A la tête du RI Group, elle cherche également à s’implanter à Courchevel où les nouveaux riches de Russie dépensent sans compter. Elle met la main sur deux établissements construits dans les années 1970 par Albert Parveaux, l’un des pionniers de la station : le Pralong, un 4-étoiles « luxe » de la chaîne Relais & Châteaux, et le Crystal 2000. « C’est une femme aimable mais dure en affaires qui sait compter, confie l’intéressé. Dans la transaction, il y avait aussi un beau château-hôtel en ­Dordogne, qu’elle a vite revendu car la campagne, ce n’était pas son truc. »

Pour fêter son arrivée fracassante sur la neige savoyarde, Janna Bullock donne, en janvier 2008, une grande soirée au Chalet des pierres, un restaurant chic de la station. Les invités, blottis sous des couvertures en fourrure, y sont acheminés dans des calèches conduites par des cochers en habit de cosaque. Et peuvent admirer une immense sculpture en glace ornée de l’inscription « S-Club 5 flames of Pralong ».

La femme d’affaires russo-américaine est heureuse d’annoncer le nouveau nom de son hôtel, le S-Club Pralong, qui ambitionne de décrocher une cinquième étoile. Pour l’agrandir et le décorer, elle a fait appel à l’architecte italien Giancarlo Alhadeff. Son confrère américain, Ieoh Ming Pei, le célèbre architecte de la pyramide du Louvre, est, lui, pressenti pour moderniser le futur Crystal Palace.

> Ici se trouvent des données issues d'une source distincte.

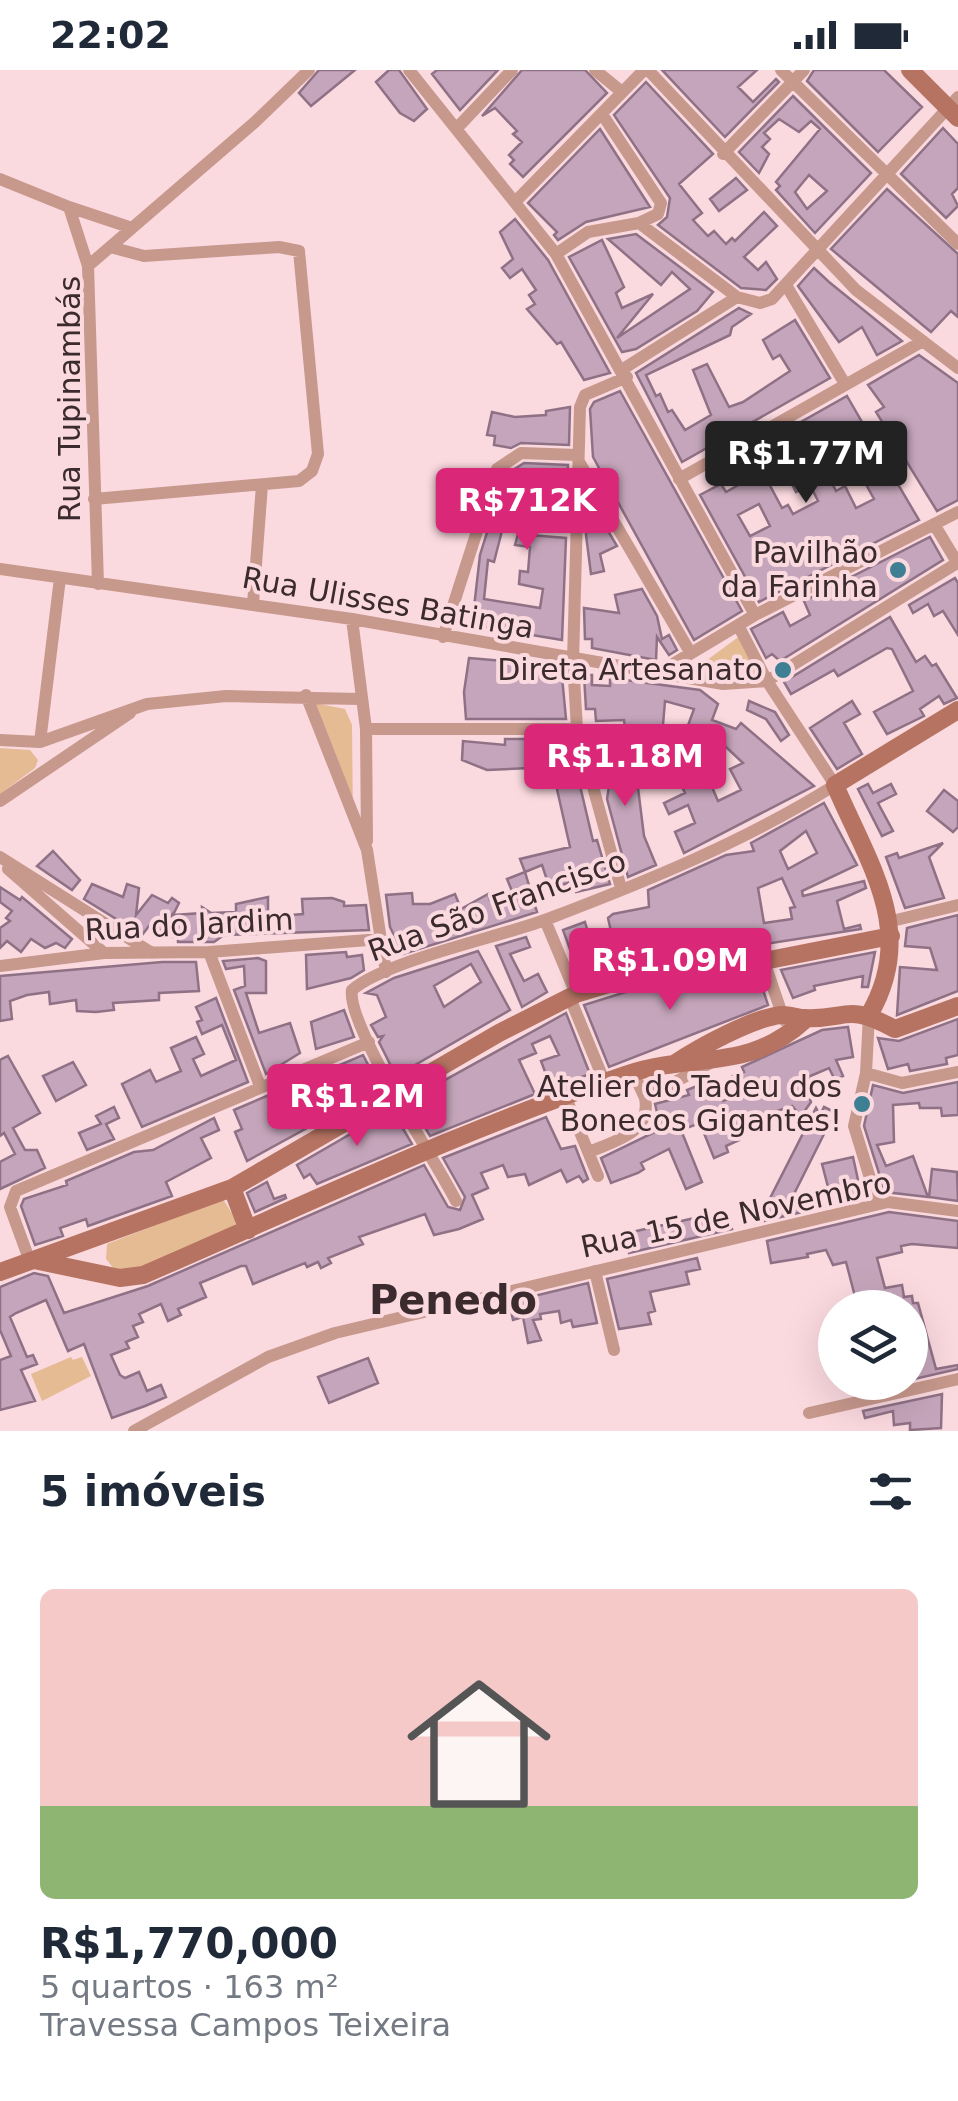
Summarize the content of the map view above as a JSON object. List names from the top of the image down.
{
  "streets": {
    "street": [
      "Rua Tupinambás",
      "Rua Ulisses Batinga",
      "Rua São Francisco",
      "Rua do Jardim",
      "Rua 15 de Novembro"
    ]
  },
  "crossings": [
    ["Rua Tupinambás", "Rua Ulisses Batinga"]
  ],
  "districts": ["Penedo"],
  "places": ["Pavilhão da Farinha", "Direta Artesanato", "Atelier do Tadeu dos Bonecos Gigantes!"],
  "page": {
    "status": "22:02",
    "price": [
      "R$1.77M",
      "R$712K",
      "R$1.18M",
      "R$1.09M",
      "R$1.2M"
    ],
    "heading": "5 imóveis",
    "list": [
      {
        "name": "R$1,770,000",
        "note": "5 quartos · 163 m² · Travessa Campos Teixeira"
      }
    ]
  }
}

Janna Bullock voit grand. Ces deux établissements sont les premiers d’une nouvelle chaîne de trente hôtels de luxe dénommée S-Club. Les gazettes économiques russes évoquent alors un investissement de 700 millions de dollars (612 millions d’euros). Membre du conseil d’administration de la Fondation Guggenheim à New York, où elle réside, l’ancienne ­traductrice née en Biélorussie, débarquée à Brooklyn dans les années 1980, est ­devenue une « oligarquette », selon le titre du magazine Time. Suivie par la presse people, elle se pose sur son site jannabullock.com en grande prêtresse du design ­d’intérieur.

Mais la success story tourne court en 2008. Alexeï Kouznetsov, son influent époux, est accusé par les autorités de son pays d’avoir empoché 400 millions d’euros depuis trois ans grâce à des prêts consentis à des collectivités locales qu’il aurait détournés à son profit. En juillet 2008, l’oligarque se réfugie alors en France, à Gassin, près de Saint-Tropez (Var), où il est interpellé cinq ans plus tard. Incarcéré à Lyon, il tente par tous les moyens de s’opposer à son extradition demandée par la Russie. « Il constituait une menace politique car il n’est pas monté en puissance dans la roue de Poutine, plaide son avocat Me Pierre-Olivier Sur, le bâtonnier du barreau de Paris. Il a été éradiqué de ­l’échiquier politique et économique par une justice totalement instrumentalisée. »

Affirmant être victime des fraudes d’Alexeï ­Kouznetsov (dont Janna Bullock est aujourd’hui divorcée), la Gazprombank, filiale du groupe gazier public, tente alors de récupérer un maximum d’argent ­dissimulé par le couple dans des paradis fiscaux. La banque, qui réclame 18,5 millions d’euros à Janna ­Bullock, a réussi à faire geler ses avoirs par un tribunal de Chypre où est ­immatriculée l’une de ses sociétés.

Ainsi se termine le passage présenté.